| Stored data entries |
*****
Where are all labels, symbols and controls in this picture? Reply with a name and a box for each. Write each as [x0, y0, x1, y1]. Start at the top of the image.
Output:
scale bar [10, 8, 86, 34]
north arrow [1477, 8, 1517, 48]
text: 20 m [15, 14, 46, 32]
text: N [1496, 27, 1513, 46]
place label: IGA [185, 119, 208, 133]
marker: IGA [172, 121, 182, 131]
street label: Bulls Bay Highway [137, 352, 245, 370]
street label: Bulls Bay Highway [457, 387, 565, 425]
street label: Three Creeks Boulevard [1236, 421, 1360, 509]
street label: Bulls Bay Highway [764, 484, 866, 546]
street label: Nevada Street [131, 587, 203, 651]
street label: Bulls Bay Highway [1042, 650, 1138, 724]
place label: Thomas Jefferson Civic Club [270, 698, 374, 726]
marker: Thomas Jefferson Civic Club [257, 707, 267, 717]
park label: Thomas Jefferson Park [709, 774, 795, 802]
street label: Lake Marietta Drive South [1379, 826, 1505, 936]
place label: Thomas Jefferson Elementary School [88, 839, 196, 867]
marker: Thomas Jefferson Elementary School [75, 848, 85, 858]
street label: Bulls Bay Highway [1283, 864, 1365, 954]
*****
| Assignment |
All the data above is to be given again, exactly.

| Exercise result |
Where are all labels, symbols and controls in this picture? Reply with a name and a box for each. Write each as [x0, y0, x1, y1]. Start at the top of the image.
Output:
scale bar [10, 8, 86, 34]
north arrow [1477, 8, 1517, 48]
text: 20 m [15, 14, 46, 32]
text: N [1496, 27, 1513, 46]
place label: IGA [185, 119, 208, 133]
marker: IGA [172, 121, 182, 131]
street label: Bulls Bay Highway [137, 352, 245, 370]
street label: Bulls Bay Highway [457, 387, 565, 425]
street label: Three Creeks Boulevard [1236, 421, 1360, 509]
street label: Bulls Bay Highway [764, 484, 866, 546]
street label: Nevada Street [131, 587, 203, 651]
street label: Bulls Bay Highway [1042, 650, 1138, 724]
place label: Thomas Jefferson Civic Club [270, 698, 374, 726]
marker: Thomas Jefferson Civic Club [257, 707, 267, 717]
park label: Thomas Jefferson Park [709, 774, 795, 802]
street label: Lake Marietta Drive South [1379, 826, 1505, 936]
place label: Thomas Jefferson Elementary School [88, 839, 196, 867]
marker: Thomas Jefferson Elementary School [75, 848, 85, 858]
street label: Bulls Bay Highway [1283, 864, 1365, 954]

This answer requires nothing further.